The United Kingdom government disclosed the highly anticipated deal with the life sciences sector and the document showed shared some vague details of investments intended by drug developers such as GlaxoSmithKline.
GSK has committed to a follow-up investment of £40 million ($53 million) for the expansion of a genome sequencing program it developed earlier this year with Regeneron and UK Biobank. In March, GSK and Regeneron all cut checks for the “initial investment” to sequence the first 50,000 of the 500,000 genomes.
The GSK investment, although presumed, is an illustration of a new number in the government’s report. The other projects disclosed in the report are either already known, ambiguous, or of lack importance to the U.K. life sciences sector. Novo Nordisk’s £115 million research center in Oxford would be the former and the partnership between Johnson & Johnson and the University of Oxford on clinical trial methodologies would be the latter.

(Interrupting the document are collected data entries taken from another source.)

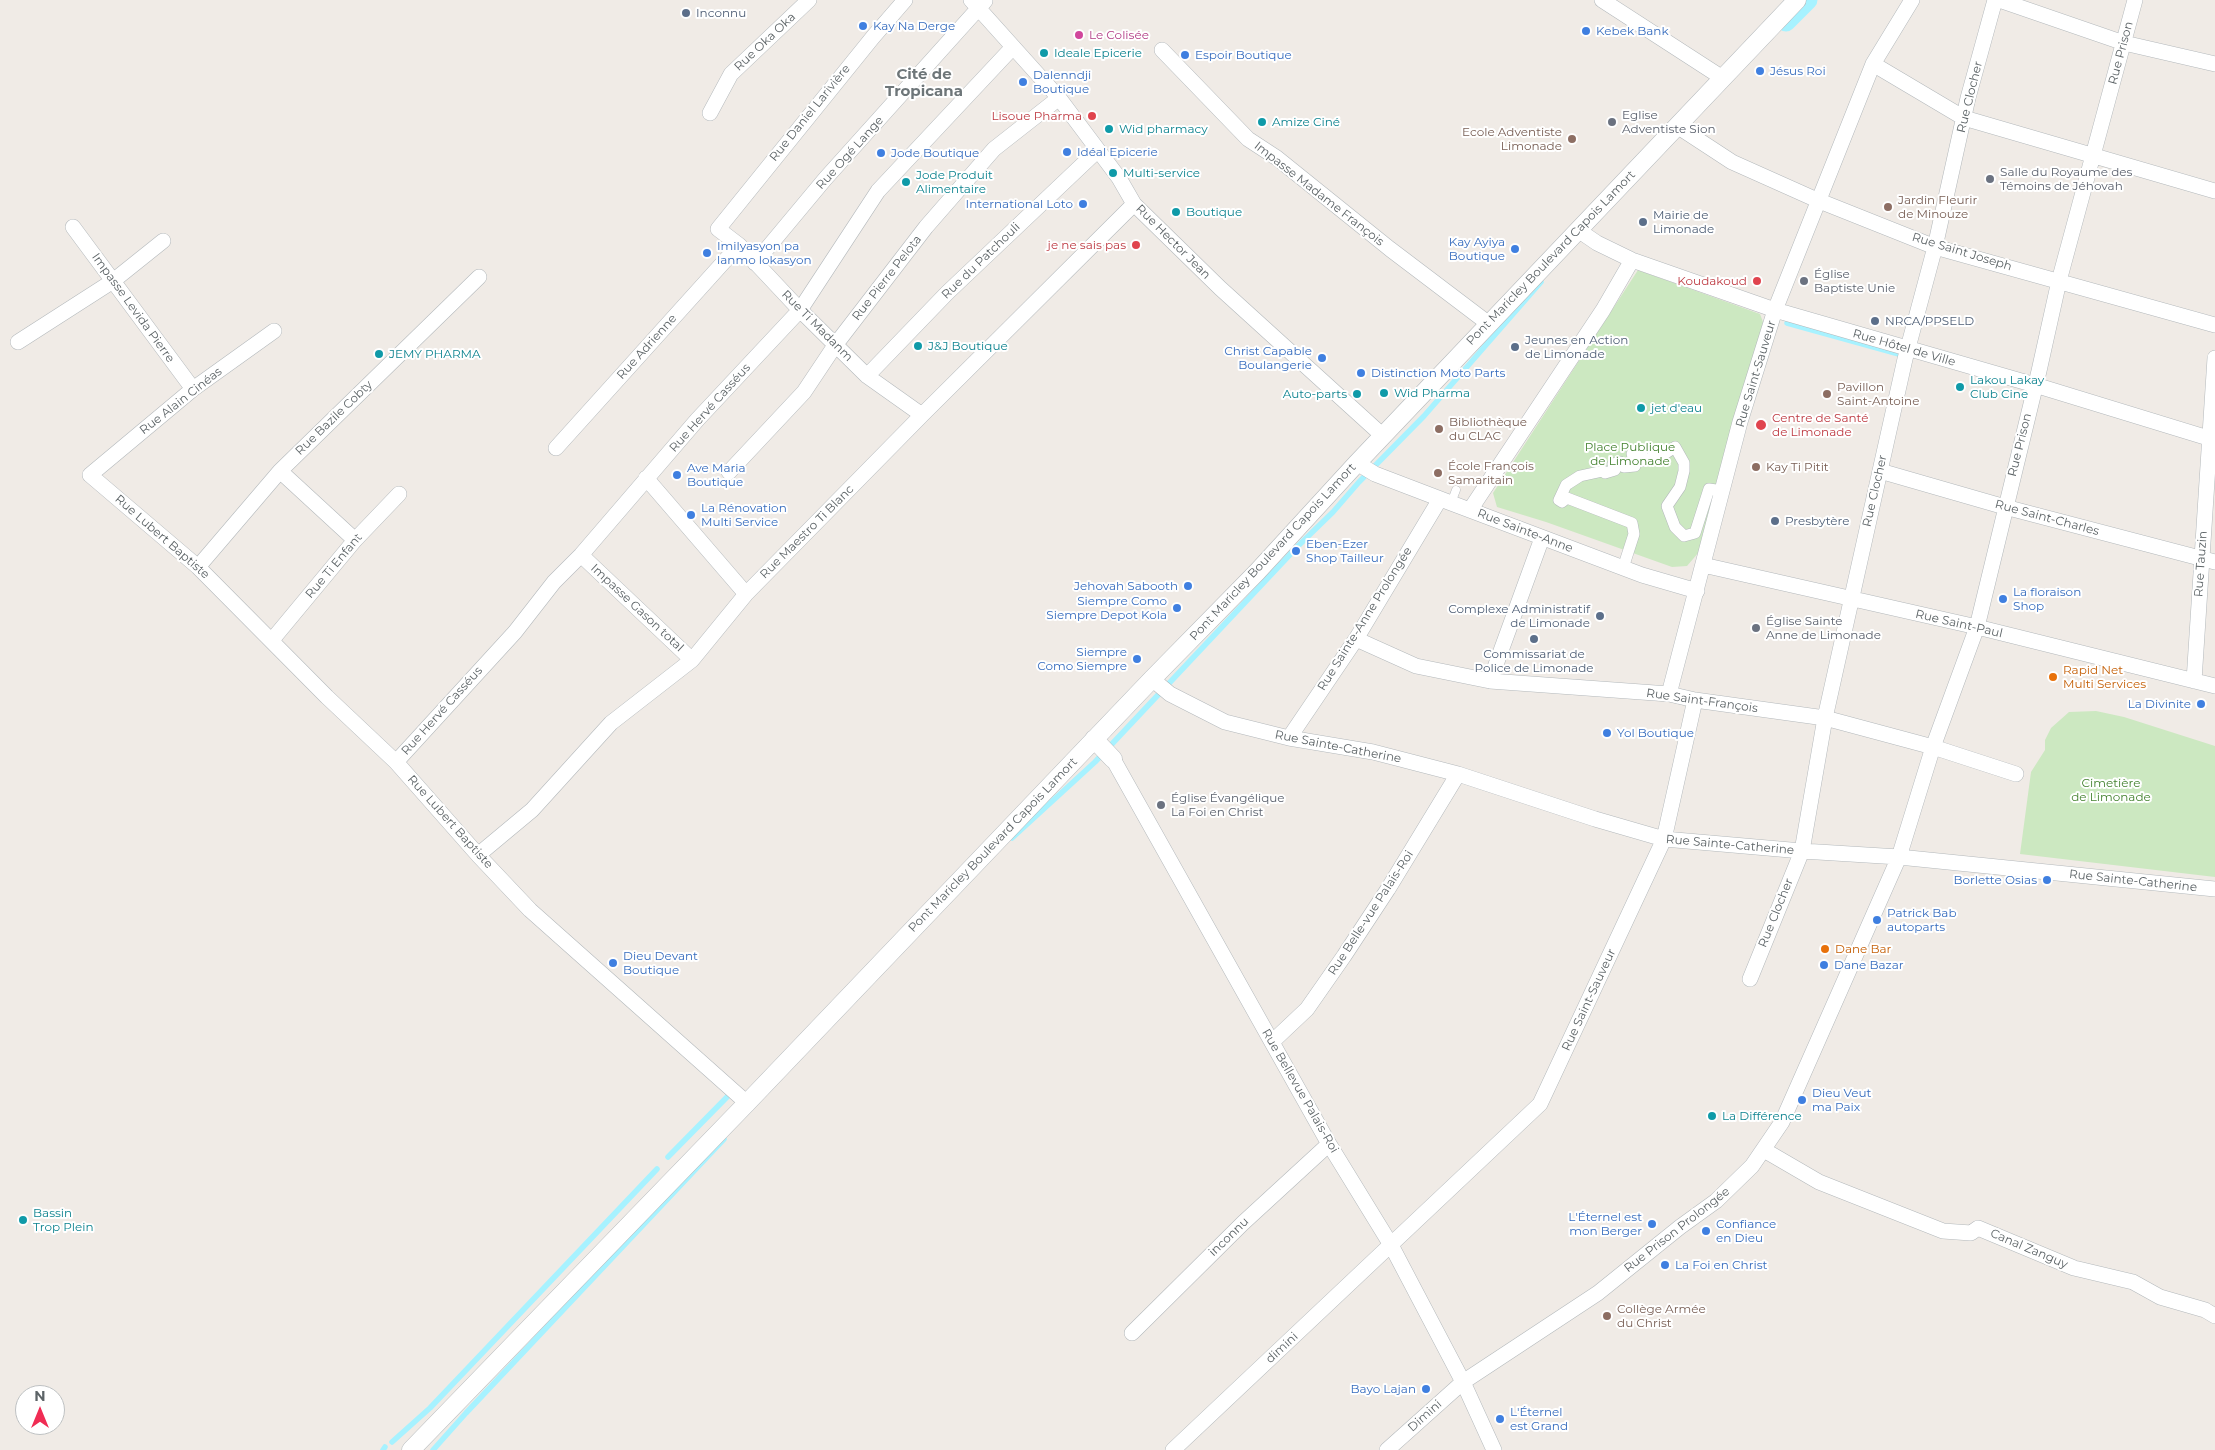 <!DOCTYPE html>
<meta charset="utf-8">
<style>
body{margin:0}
#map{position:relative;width:2215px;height:1450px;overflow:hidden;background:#f0ebe6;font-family:Montserrat,sans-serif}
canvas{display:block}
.north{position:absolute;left:15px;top:1385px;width:50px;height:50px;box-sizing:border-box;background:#fff;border:1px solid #bec1c2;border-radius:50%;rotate:0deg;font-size:14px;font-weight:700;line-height:20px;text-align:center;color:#5d6467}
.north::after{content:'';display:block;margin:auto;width:18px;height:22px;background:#f02c54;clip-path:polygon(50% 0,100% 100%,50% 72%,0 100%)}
</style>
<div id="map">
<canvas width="2215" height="1450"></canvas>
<div class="north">N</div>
</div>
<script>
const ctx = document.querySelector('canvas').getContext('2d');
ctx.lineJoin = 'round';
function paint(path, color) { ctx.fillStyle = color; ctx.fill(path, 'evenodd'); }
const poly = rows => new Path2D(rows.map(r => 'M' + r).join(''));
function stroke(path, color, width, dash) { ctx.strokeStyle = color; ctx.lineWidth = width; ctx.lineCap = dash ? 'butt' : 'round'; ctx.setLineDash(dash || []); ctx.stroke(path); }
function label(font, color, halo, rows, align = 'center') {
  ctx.font = font + ' Montserrat,sans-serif'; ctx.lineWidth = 4; ctx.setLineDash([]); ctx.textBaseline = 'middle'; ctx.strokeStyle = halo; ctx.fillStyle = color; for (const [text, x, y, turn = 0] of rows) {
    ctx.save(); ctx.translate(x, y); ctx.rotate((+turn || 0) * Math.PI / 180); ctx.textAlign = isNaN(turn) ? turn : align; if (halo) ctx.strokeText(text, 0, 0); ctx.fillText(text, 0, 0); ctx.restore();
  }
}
const green = poly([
 [1638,270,1760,314,1763,322,1699,552,1687,566,1672,567,1546,522,1497,507,1493,493],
 [2096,711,2124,717,2215,746,2215,877,2020,854,2031,772,2045,750,2045,740,2051,728,2069,712]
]);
const stream = poly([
 [1787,323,1906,356],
 [1012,838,1095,762,1298,546,1333,512,1359,482,1424,416,1541,282],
 [668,1157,728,1096],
 [392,1442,430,1408,657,1169],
 [383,1450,385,1447],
 [433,1450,466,1413,724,1139]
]);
const canal = poly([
 [1786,22,1808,0]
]);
const service = poly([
 [1451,503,1456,490]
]);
const pedestrian = poly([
 [1623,568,1634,534,1632,523,1567,498,1562,502,1559,500,1566,485,1580,476,1603,471,1605,473,1615,470,1613,464,1620,462,1624,467,1635,466,1635,460,1632,454,1641,450,1643,461,1654,457,1653,453,1666,453,1675,447,1684,463,1684,471,1680,487,1667,506,1675,527,1684,536,1695,533,1709,489,1723,491]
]);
const minor = poly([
 [905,0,873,37,718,229,739,245,800,310,867,376,922,415],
 [971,0,1059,98,1119,178,1134,204,1220,288,1383,436],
 [1602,0,1721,77],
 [1999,0,2124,43,2215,64],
 [1162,50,1248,139,1277,158,1390,249,1489,324],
 [1873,64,1964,118,2215,191],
 [710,113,731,74,809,0],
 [1677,126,1732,162,1817,200,1935,247,2215,325],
 [73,227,193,389],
 [1578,230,1597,243,1632,260,1775,310,2035,385,2215,440],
 [755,263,825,179,985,1],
 [274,331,193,389,90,475,198,567,327,697,396,762,478,855,530,910,747,1103],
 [18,342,113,281,163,241],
 [867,376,947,293,1098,150],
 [556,448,739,245],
 [1357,463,1375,474,1451,503,1642,575,1697,591],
 [280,471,355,540],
 [1880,471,2005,507,2215,562],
 [729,472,804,392,836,344,926,227,994,149,1059,98],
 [646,478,746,594],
 [1470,510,1603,310,1632,260],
 [581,555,692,660],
 [1703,565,1977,627,2215,686],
 [198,567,280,471,479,277],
 [1356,639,1416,666,1490,681,1669,694,1695,700,1825,718,1933,747,2016,774],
 [272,640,355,540,399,494],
 [1152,679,1170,694,1225,722,1289,738,1373,752,1458,774,1595,819,1664,839,1802,851,1899,857,2215,889],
 [1490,681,1542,538],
 [2194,681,2215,358],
 [1669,694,1740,422,1775,310,1873,64,1912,0],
 [1289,738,1356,639,1440,499],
 [1113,759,1329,1144,1391,1245,1463,1382,1494,1450],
 [396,762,515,632,554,582,581,555,697,420,800,310,878,191,1013,47],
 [478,855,532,810,611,723,692,660,746,594,922,415,1134,204],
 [1750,979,1802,851,1825,718,1880,471,1905,359,1935,247,1968,98,1995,0],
 [1272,1042,1307,1009,1344,956,1388,889,1458,774],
 [1764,1150,1819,1182,1943,1231,1971,1233,1978,1228,2074,1268,2133,1282,2160,1297,2205,1310,2215,1316],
 [1132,1333,1243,1223,1329,1144],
 [1173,1450,1540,1104,1664,839,1695,700],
 [1387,1450,1463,1382,1598,1293,1680,1227,1716,1201,1752,1166,1782,1122,1899,857,1933,747,1977,627,2039,371,2059,281,2135,0]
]);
const tertiary = poly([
 [1094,739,1113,759],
 [411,1450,747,1103,1152,679,1257,572,1357,463,1797,0]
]);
const markers = [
 [686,13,5,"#5c6f8a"],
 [863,26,5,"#3f7fe0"],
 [1586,31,5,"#3f7fe0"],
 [1079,35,5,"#d1479c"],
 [1044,53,5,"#0f9aa8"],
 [1185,55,5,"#3f7fe0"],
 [1760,71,5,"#3f7fe0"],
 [1023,82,5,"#3f7fe0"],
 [1092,116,5,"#e0444e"],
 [1262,122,5,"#0f9aa8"],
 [1612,122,5,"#6b7280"],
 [1109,129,5,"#0f9aa8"],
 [1572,139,5,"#8d6e63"],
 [1067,152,5,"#3f7fe0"],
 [881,153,5,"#3f7fe0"],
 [1113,173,5,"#0f9aa8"],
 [1990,179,5,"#6b7280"],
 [906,182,5,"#0f9aa8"],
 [1083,204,5,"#3f7fe0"],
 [1888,207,5,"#8d6e63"],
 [1176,212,5,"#0f9aa8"],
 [1643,222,5,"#5c6f8a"],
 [1136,245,5,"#e0444e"],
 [1515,249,5,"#3f7fe0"],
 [707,253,5,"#3f7fe0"],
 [1757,281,5,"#e0444e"],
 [1804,281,5,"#6b7280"],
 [1875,321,5,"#5c6f8a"],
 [918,346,5,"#0f9aa8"],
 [1515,347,5,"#5c6f8a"],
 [379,354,5,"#0f9aa8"],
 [1322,358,5,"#3f7fe0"],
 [1361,373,5,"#3f7fe0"],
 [1960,387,5,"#0f9aa8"],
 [1384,393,5,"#0f9aa8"],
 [1357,394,5,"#0f9aa8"],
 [1827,394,5,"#8d6e63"],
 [1641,408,5,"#0f9aa8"],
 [1761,425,6,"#e0444e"],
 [1439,429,5,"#8d6e63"],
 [1756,467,5,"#8d6e63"],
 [1438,473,5,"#8d6e63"],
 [677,475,5,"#3f7fe0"],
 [691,515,5,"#3f7fe0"],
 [1775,521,5,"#5c6f8a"],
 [1296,551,5,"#3f7fe0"],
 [1188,586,5,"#3f7fe0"],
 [2003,599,5,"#3f7fe0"],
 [1177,608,5,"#3f7fe0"],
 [1600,616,5,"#5c6f8a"],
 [1756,628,5,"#6b7280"],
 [1534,639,5,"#5c6f8a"],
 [1137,659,5,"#3f7fe0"],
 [2053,677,5,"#e8710a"],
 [2201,704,5,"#3f7fe0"],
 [1607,733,5,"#3f7fe0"],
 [1161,805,5,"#6b7280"],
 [2047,880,5,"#3f7fe0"],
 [1877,920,5,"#3f7fe0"],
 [1825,949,5,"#e8710a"],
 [613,963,5,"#3f7fe0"],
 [1824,965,5,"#3f7fe0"],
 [1802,1100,5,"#3f7fe0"],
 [1712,1116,5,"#0f9aa8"],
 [23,1220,5,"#0f9aa8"],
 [1652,1224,5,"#3f7fe0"],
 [1706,1231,5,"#3f7fe0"],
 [1665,1265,5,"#3f7fe0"],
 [1607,1316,5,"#8d6e63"],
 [1426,1389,5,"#3f7fe0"],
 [1500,1419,5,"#3f7fe0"]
];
const serviceNames = [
 ["Inconnu",696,13],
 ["Mairie de",1653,215],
 ["Limonade",1653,229],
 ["NRCA/PPSELD",1885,321],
 ["Jeunes en Action",1525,340],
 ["de Limonade",1525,354],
 ["Presbytère",1785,521],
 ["Complexe Administratif",1590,609,"right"],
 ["de Limonade",1590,623,"right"],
 ["Commissariat de",1534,654,"center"],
 ["Police de Limonade",1534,668,"center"]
];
const shopNames = [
 ["Kay Na Derge",873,26],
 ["Kebek Bank",1596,31],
 ["Espoir Boutique",1195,55],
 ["Jésus Roi",1770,71],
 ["Dalenndji",1033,75],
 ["Boutique",1033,89],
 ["Idéal Epicerie",1077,152],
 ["Jode Boutique",891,153],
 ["International Loto",1073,204,"right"],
 ["Kay Ayiya",1505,242,"right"],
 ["Boutique",1505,256,"right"],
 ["Imilyasyon pa",717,246],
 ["lanmo lokasyon",717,260],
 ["Christ Capable",1312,351,"right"],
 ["Boulangerie",1312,365,"right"],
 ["Distinction Moto Parts",1371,373],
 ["Ave Maria",687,468],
 ["Boutique",687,482],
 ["La Rénovation",701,508],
 ["Multi Service",701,522],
 ["Eben-Ezer",1306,544],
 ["Shop Tailleur",1306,558],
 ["Jehovah Sabooth",1178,586,"right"],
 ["La floraison",2013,592],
 ["Shop",2013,606],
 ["Siempre Como",1167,601,"right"],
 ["Siempre Depot Kola",1167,615,"right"],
 ["Siempre",1127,652,"right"],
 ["Como Siempre",1127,666,"right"],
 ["La Divinite",2191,704,"right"],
 ["Yol Boutique",1617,733],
 ["Borlette Osias",2037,880,"right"],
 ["Patrick Bab",1887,913],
 ["autoparts",1887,927],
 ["Dieu Devant",623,956],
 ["Boutique",623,970],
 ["Dane Bazar",1834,965],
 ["Dieu Veut",1812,1093],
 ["ma Paix",1812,1107],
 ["L'Éternel est",1642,1217,"right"],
 ["mon Berger",1642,1231,"right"],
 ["Confiance",1716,1224],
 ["en Dieu",1716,1238],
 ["La Foi en Christ",1675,1265],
 ["Bayo Lajan",1416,1389,"right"],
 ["L'Éternel",1510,1412],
 ["est Grand",1510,1426]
];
const hotelNames = [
 ["Le Colisée",1089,35]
];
const streetNames = [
 ["Rue Oka Oka",765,42,-43],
 ["Rue Prison",2121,53,-75],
 ["Rue Clocher",1970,97,-76],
 ["Rue Daniel Larivière",810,113,-51],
 ["Rue Ogé Lange",850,153,-48],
 ["Impasse Madame François",1319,194,38],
 ["Rue Hector Jean",1173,242,45],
 ["Rue Saint Joseph",1962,252,17],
 ["Pont Maricley Boulevard Capois Lamort",1551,258,-46],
 ["Rue du Patchouli",981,261,-44],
 ["Rue Pierre Pelota",887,278,-52],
 ["Impasse Levida Pierre",133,308,54],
 ["Rue Ti Madanm",817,326,45],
 ["Rue Adrienne",647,347,-48],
 ["Rue Hôtel de Ville",1904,348,16],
 ["Rue Saint-Sauveur",1756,374,-73],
 ["Rue Alain Cinéas",181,401,-38],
 ["Rue Hervé Casséus",710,408,-48],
 ["Rue Bazile Cobty",334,418,-44],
 ["Rue Prison",2020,445,-76],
 ["Rue Clocher",1875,491,-77],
 ["Rue Saint-Charles",2047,518,15],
 ["Rue Sainte-Anne",1525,531,21],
 ["Rue Maestro Ti Blanc",807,532,-45],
 ["Rue Lubert Baptiste",162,537,41],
 ["Pont Maricley Boulevard Capois Lamort",1273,552,-47],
 ["Rue Tauzin",2201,564,-86],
 ["Rue Ti Enfant",334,566,-50],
 ["Impasse Gason total",637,608,43],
 ["Rue Sainte-Anne Prolongée",1365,619,-58],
 ["Rue Saint-Paul",1959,624,13],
 ["Rue Saint-François",1702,701,8],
 ["Rue Hervé Casséus",442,711,-48],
 ["Rue Sainte-Catherine",1338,747,11],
 ["Rue Lubert Baptiste",450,822,48],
 ["Pont Maricley Boulevard Capois Lamort",993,845,-46],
 ["Rue Sainte-Catherine",1730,845,5],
 ["Rue Sainte-Catherine",2133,881,6],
 ["Rue Belle-vue Palais-Roi",1371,913,-57],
 ["Rue Clocher",1776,913,-68],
 ["Rue Saint-Sauveur",1589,1000,-65],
 ["Rue Bellevue Palais-Roi",1300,1091,60],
 ["Rue Prison Prolongée",1677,1230,-38],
 ["inconnu",1229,1237,-44],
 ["Canal Zanguy",2029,1249,23],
 ["dimini",1282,1348,-43],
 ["Dimini",1425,1416,-42]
];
const cultureNames = [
 ["Ideale Epicerie",1054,53],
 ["Amize Ciné",1272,122],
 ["Wid pharmacy",1119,129],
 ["Multi-service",1123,173],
 ["Jode Produit",916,175],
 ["Alimentaire",916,189],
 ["Boutique",1186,212],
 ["J&J Boutique",928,346],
 ["JEMY PHARMA",389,354],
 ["Lakou Lakay",1970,380],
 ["Club Cine",1970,394],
 ["Wid Pharma",1394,393],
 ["Auto-parts",1347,394,"right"],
 ["jet d'eau",1651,408],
 ["La Différence",1722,1116],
 ["Bassin",33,1213],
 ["Trop Plein",33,1227]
];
const worshipNames = [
 ["Eglise",1622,115],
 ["Adventiste Sion",1622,129],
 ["Salle du Royaume des",2000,172],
 ["Témoins de Jéhovah",2000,186],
 ["Église",1814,274],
 ["Baptiste Unie",1814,288],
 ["Église Sainte",1766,621],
 ["Anne de Limonade",1766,635],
 ["Église Évangélique",1171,798],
 ["La Foi en Christ",1171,812]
];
const healthNames = [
 ["Lisoue Pharma",1082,116],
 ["je ne sais pas",1126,245],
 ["Koudakoud",1747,281],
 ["Centre de Santé",1772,418,"left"],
 ["de Limonade",1772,432,"left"]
];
const educationNames = [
 ["Ecole Adventiste",1562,132,"right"],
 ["Limonade",1562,146,"right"],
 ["Jardin Fleurir",1898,200],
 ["de Minouze",1898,214],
 ["Pavillon",1837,387],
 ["Saint-Antoine",1837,401],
 ["Bibliothèque",1449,422],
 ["du CLAC",1449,436],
 ["École François",1448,466],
 ["Samaritain",1448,480],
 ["Kay Ti Pitit",1766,467],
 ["Collège Armée",1617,1309],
 ["du Christ",1617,1323]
];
const parkNames = [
 ["Place Publique",1630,447],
 ["de Limonade",1630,461],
 ["Cimetière",2111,783],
 ["de Limonade",2111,797]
];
const foodNames = [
 ["Rapid Net",2063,670],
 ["Multi Services",2063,684],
 ["Dane Bar",1835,949]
];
const quarterNames = [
 ["Cité de",924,75],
 ["Tropicana",924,92]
];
paint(green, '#cce8c1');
stroke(stream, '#a7f2ff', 5.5);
stroke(canal, '#a7f2ff', 19);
stroke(service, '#b3b8bb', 9);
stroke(pedestrian, '#b3b8bb', 12);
stroke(minor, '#b3b8bb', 16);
stroke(tertiary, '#b3b8bb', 19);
stroke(service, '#fff', 8);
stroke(pedestrian, '#fff', 11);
stroke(minor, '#fff', 15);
stroke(tertiary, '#fff', 18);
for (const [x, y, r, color] of markers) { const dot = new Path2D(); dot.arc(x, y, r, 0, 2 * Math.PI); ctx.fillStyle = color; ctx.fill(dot); stroke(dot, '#fff', 2); }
label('12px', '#4e5e75', '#fff', serviceNames, 'left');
label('12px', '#366cbe', '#fff', shopNames, 'left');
label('12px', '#b23c85', '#fff', hotelNames, 'left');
label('12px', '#5d6467', '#fff', streetNames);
label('12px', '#0d838f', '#fff', cultureNames, 'left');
label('12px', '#5b616d', '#fff', worshipNames, 'left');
label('12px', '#be3a42', '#fff', healthNames, 'right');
label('12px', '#785e54', '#fff', educationNames, 'left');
label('12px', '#448230', '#fff', parkNames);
label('12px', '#c56008', '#fff', foodNames, 'left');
label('bold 15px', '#6e7679', '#fff', quarterNames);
</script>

The largest issue the “leaked” news reports and what really happened connects to the VC investment and relocation tale broken down by the Sunday Times and Financial Times. Both articles depicted an investment of up to $1 billion by a U.S. life sciences fund which intended to relocate a “significant” part of the company’s operations to the U.K. None of which is in the report.
Apple Tree Partners “has signalled its intention to create a biopharmaceutical company in the U.K.” was the only news that was on the same page. Apple Tree is the VC store that backs biotechs such as Gloucester Pharmaceuticals. Apple Tree’s participation in the development of a U.K. biotech would be a welcomed by the country. The remainder of the report does not depict any data the government would need to comfort businesses pertaining to the country’s post-Brexit future.